Archive for January, 2008

Who’s The Fool?
January 21, 2008

(Note: This story was written and submitted for publication in the Chicken Soup For The Soul’s ‘Life’s Most Embarrassing Moments’)

 

I used to live in a small town named, Howe, Texas. Just about 50 miles due north of Dallas. I worked as a commercial construction project manager for a company in the nearby town of Sherman.

It was one very cold December morning, just before dawn that I pulled into the corner Exxon station to fill up my pickup truck’s tank with gasoline. I was barely awake when I got out and placed the gas dispenser into the tank.

I’ve always been a bit impatient and decided to go ahead and go inside, where it was warm, while the pump continued to fill the tank.

After the tank was filled and the pump had clicked off, I paid for the gas and went back out and got into my truck. As I started to pull away, the engine of my truck died. I immediately wrote it off as being the very tight clutch on my standard transmission.
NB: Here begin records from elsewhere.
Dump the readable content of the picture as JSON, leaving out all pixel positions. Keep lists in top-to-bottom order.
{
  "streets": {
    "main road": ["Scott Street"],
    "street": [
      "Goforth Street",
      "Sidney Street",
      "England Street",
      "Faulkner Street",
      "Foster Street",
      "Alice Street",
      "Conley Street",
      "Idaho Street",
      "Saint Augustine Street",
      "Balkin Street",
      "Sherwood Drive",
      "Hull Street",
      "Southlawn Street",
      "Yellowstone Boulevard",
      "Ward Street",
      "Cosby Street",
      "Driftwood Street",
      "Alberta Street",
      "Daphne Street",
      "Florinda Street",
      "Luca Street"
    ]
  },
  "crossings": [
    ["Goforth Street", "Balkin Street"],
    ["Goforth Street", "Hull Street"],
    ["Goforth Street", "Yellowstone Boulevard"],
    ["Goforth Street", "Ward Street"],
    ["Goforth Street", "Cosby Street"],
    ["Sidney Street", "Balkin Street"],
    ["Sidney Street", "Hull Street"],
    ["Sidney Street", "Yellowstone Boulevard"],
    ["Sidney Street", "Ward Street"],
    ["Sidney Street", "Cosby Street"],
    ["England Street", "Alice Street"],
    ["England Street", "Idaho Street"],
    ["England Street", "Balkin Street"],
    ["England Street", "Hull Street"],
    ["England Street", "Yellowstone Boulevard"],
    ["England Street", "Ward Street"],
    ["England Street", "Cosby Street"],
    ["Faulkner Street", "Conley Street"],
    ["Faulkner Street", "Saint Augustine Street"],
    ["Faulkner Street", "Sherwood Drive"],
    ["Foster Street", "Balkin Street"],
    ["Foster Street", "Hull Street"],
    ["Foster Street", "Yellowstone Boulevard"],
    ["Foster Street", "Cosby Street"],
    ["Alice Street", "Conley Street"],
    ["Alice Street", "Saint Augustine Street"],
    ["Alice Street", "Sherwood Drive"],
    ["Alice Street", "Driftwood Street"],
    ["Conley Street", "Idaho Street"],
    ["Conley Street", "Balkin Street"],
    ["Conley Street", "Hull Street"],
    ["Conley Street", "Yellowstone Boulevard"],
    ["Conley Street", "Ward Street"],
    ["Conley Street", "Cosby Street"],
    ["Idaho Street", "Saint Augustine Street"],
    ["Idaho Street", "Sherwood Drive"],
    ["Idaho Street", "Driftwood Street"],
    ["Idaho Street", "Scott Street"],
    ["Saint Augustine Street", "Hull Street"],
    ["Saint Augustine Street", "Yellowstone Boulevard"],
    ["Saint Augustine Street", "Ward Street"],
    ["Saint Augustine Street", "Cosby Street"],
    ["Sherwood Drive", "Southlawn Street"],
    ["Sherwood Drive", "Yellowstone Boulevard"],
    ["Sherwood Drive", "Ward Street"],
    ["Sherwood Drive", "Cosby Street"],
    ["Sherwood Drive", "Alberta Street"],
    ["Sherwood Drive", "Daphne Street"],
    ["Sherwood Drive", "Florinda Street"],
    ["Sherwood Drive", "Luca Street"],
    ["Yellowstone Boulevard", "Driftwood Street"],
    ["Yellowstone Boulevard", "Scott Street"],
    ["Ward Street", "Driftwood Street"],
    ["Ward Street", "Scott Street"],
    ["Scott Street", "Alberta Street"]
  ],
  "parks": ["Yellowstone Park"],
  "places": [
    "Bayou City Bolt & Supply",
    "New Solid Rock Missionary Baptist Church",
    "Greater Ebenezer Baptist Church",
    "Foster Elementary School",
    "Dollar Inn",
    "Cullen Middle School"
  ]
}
There were a half a dozen or more teenagers standing there laughing at me. I thought that a bit odd and rude but more or less smiled back at them, restarted my truck, accelerated a little more than normal and drove away.

As I drove down the road, I started defending my tight clutch on my truck as I was dealing with just having been laughed at by a group of teenagers. I went down the list of reasoning why they were so amused at my truck dying. I basically blew it off to foolish kids in a small town who were somewhat cruel to an older guy in an old truck that didn’t run too well.

I proceeded onto the freeway and drove about 3-4 more miles, headed for my job in Sherman. Much to my surprise, a car pulls alongside me and and the man inside begins to feverishly honk his horn at me. I gave him a look that basically said, “Now what does this idiot want?”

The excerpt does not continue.